RECORD EXTRACTS —
════════════════
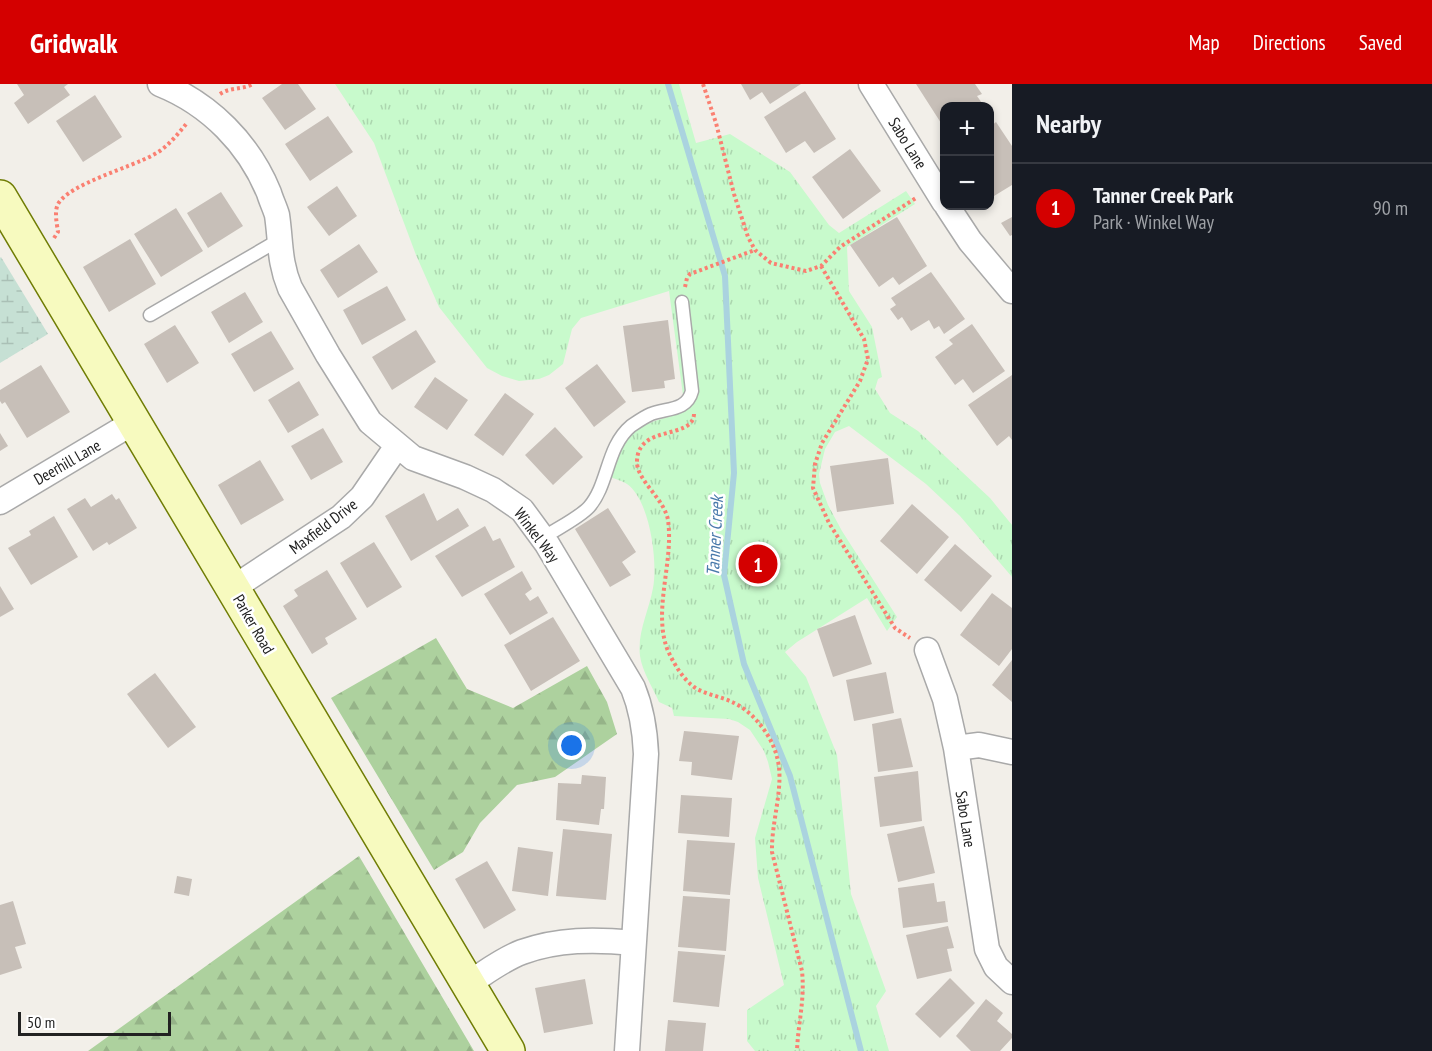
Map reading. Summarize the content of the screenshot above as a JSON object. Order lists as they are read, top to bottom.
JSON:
{
  "streets": {
    "street": [
      "Sabo Lane",
      "Deerhill Lane",
      "Maxfield Drive",
      "Winkel Way",
      "Parker Road"
    ]
  },
  "crossings": [
    ["Deerhill Lane", "Parker Road"],
    ["Maxfield Drive", "Winkel Way"],
    ["Maxfield Drive", "Parker Road"]
  ],
  "water": ["Tanner Creek"],
  "scale_bar": "50 m",
  "page": {
    "header": "Gridwalk",
    "nav": ["Map", "Directions", "Saved"],
    "heading": "Nearby",
    "map_buttons": ["+", "−"],
    "list": [
      {
        "mark": "1",
        "name": "Tanner Creek Park",
        "note": "Park · Winkel Way",
        "value": "90 m"
      }
    ],
    "pins": "1",
    "scale": "50 m"
  }
}
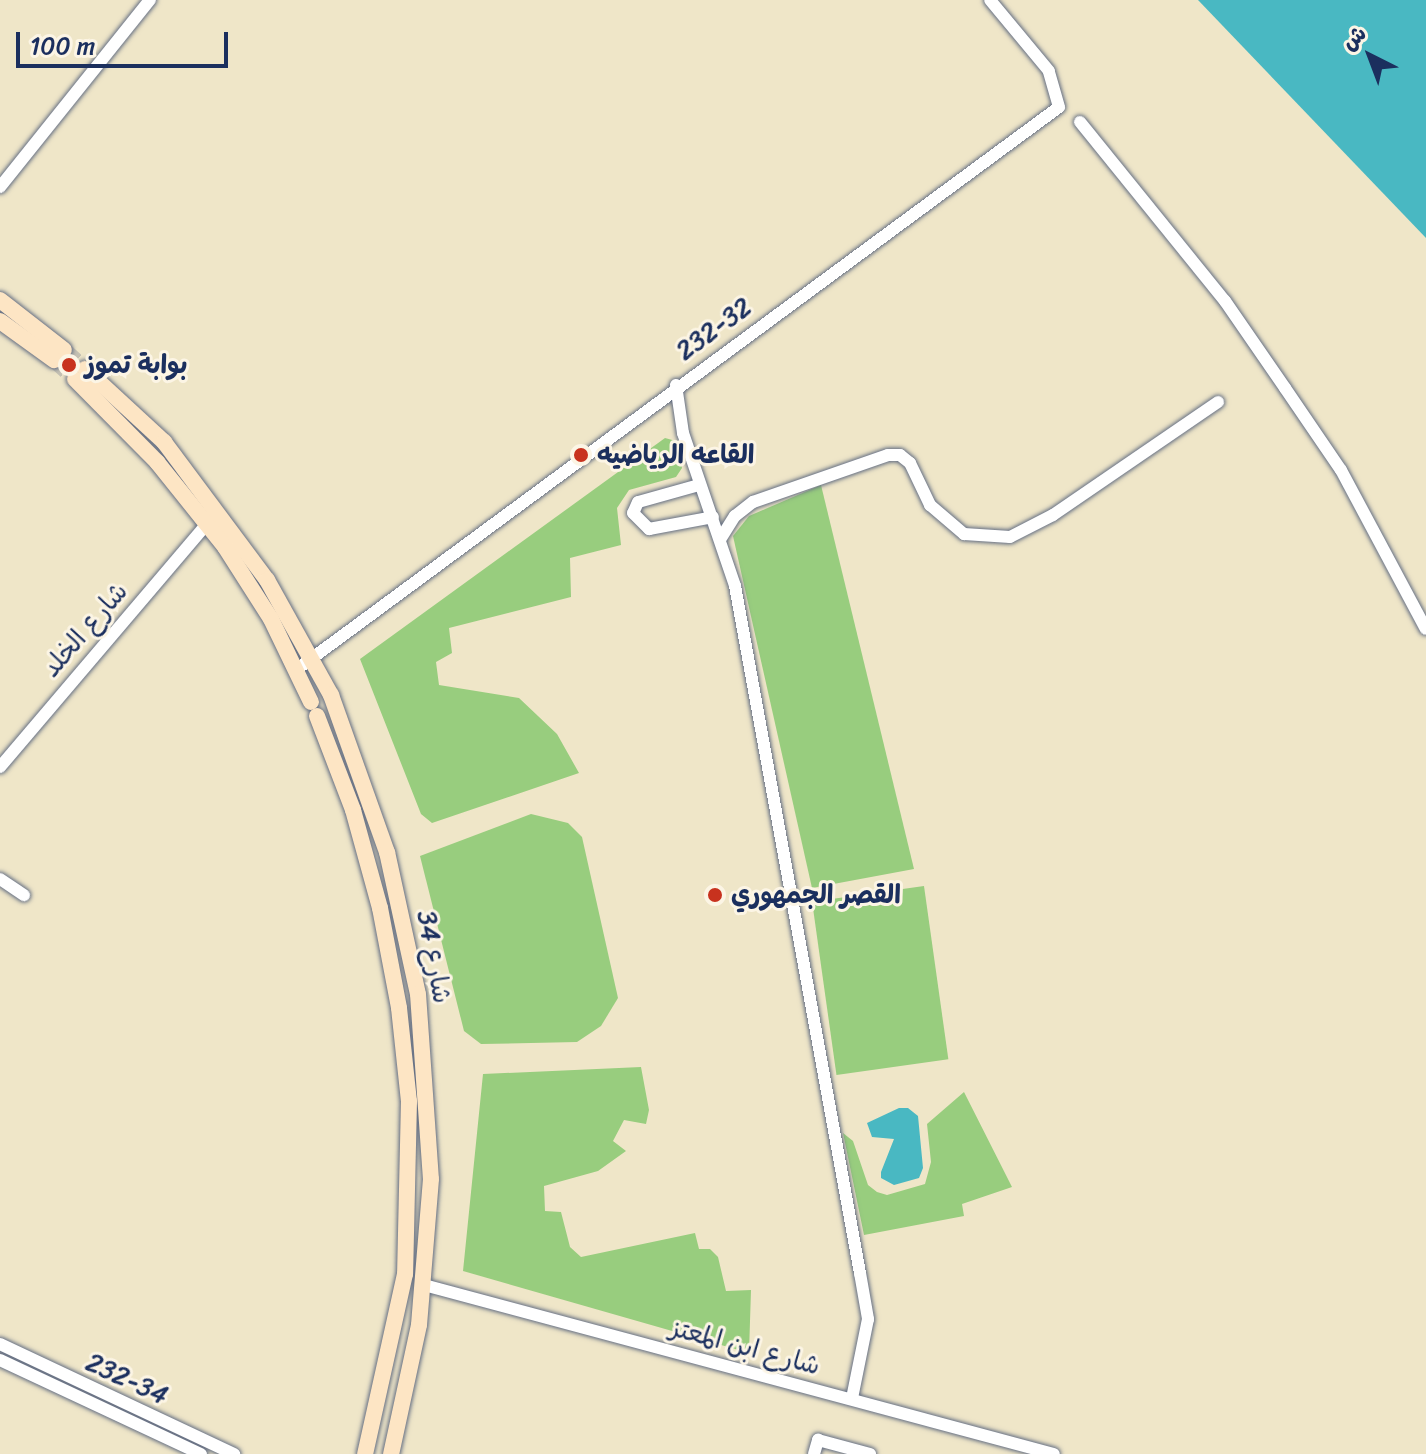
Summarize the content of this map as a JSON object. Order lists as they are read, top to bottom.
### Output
{
  "streets": {
    "main road": ["شارع 34"],
    "street": [
      "232-32",
      "شارع الخلد",
      "شارع ابن المعتز",
      "232-34"
    ]
  },
  "crossings": [
    ["232-32", "شارع 34"],
    ["شارع الخلد", "شارع 34"],
    ["شارع 34", "شارع ابن المعتز"]
  ],
  "places": ["بوابة تموز", "القاعه الرياضيه", "القصر الجمهوري"],
  "scale_bar": "100 m",
  "north": "top left"
}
════════════════
Nothing but the listing, copied exactly and stripped of its images, should appear in the response.

Map reading. Summarize the content of the screenshot above as a JSON object. Order lists as they are read, top to bottom.
JSON:
{
  "streets": {
    "street": [
      "Sabo Lane",
      "Deerhill Lane",
      "Maxfield Drive",
      "Winkel Way",
      "Parker Road"
    ]
  },
  "crossings": [
    ["Deerhill Lane", "Parker Road"],
    ["Maxfield Drive", "Winkel Way"],
    ["Maxfield Drive", "Parker Road"]
  ],
  "water": ["Tanner Creek"],
  "scale_bar": "50 m",
  "page": {
    "header": "Gridwalk",
    "nav": ["Map", "Directions", "Saved"],
    "heading": "Nearby",
    "map_buttons": ["+", "−"],
    "list": [
      {
        "mark": "1",
        "name": "Tanner Creek Park",
        "note": "Park · Winkel Way",
        "value": "90 m"
      }
    ],
    "pins": "1",
    "scale": "50 m"
  }
}
Summarize the content of this map as a JSON object. Order lists as they are read, top to bottom.
### Output
{
  "streets": {
    "main road": ["شارع 34"],
    "street": [
      "232-32",
      "شارع الخلد",
      "شارع ابن المعتز",
      "232-34"
    ]
  },
  "crossings": [
    ["232-32", "شارع 34"],
    ["شارع الخلد", "شارع 34"],
    ["شارع 34", "شارع ابن المعتز"]
  ],
  "places": ["بوابة تموز", "القاعه الرياضيه", "القصر الجمهوري"],
  "scale_bar": "100 m",
  "north": "top left"
}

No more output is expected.